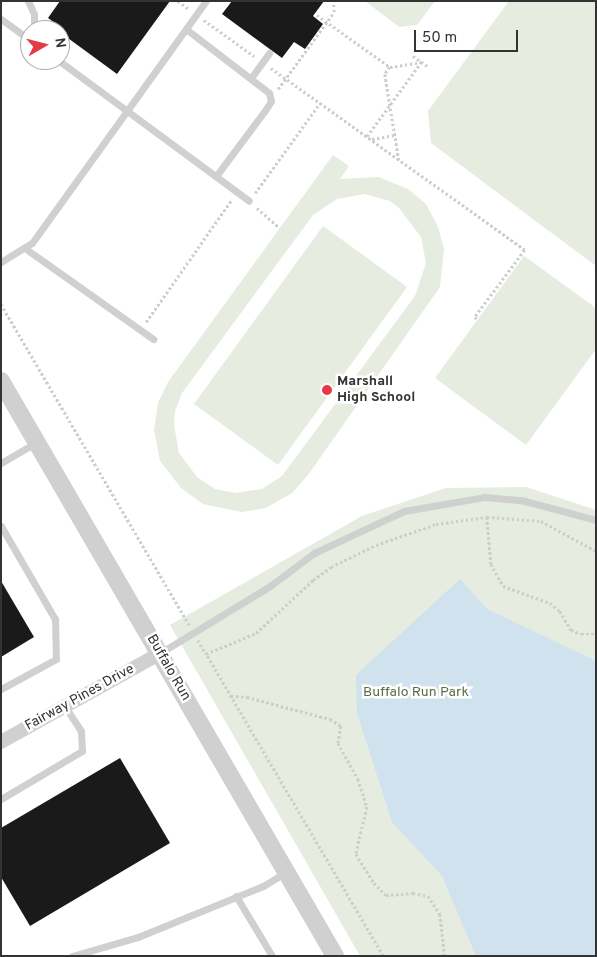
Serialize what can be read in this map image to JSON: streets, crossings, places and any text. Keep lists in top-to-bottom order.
{
  "streets": {
    "street": ["Buffalo Run", "Fairway Pines Drive"]
  },
  "crossings": [
    ["Buffalo Run", "Fairway Pines Drive"]
  ],
  "parks": ["Buffalo Run Park"],
  "places": ["Marshall High School"],
  "scale_bar": "50 m",
  "north": "right"
}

**ASSIGNMENT**
Reproduce every record above word for word. Leave the pictures out.

**EXERCISE RESPONSE**
Serialize what can be read in this map image to JSON: streets, crossings, places and any text. Keep lists in top-to-bottom order.
{
  "streets": {
    "street": ["Buffalo Run", "Fairway Pines Drive"]
  },
  "crossings": [
    ["Buffalo Run", "Fairway Pines Drive"]
  ],
  "parks": ["Buffalo Run Park"],
  "places": ["Marshall High School"],
  "scale_bar": "50 m",
  "north": "right"
}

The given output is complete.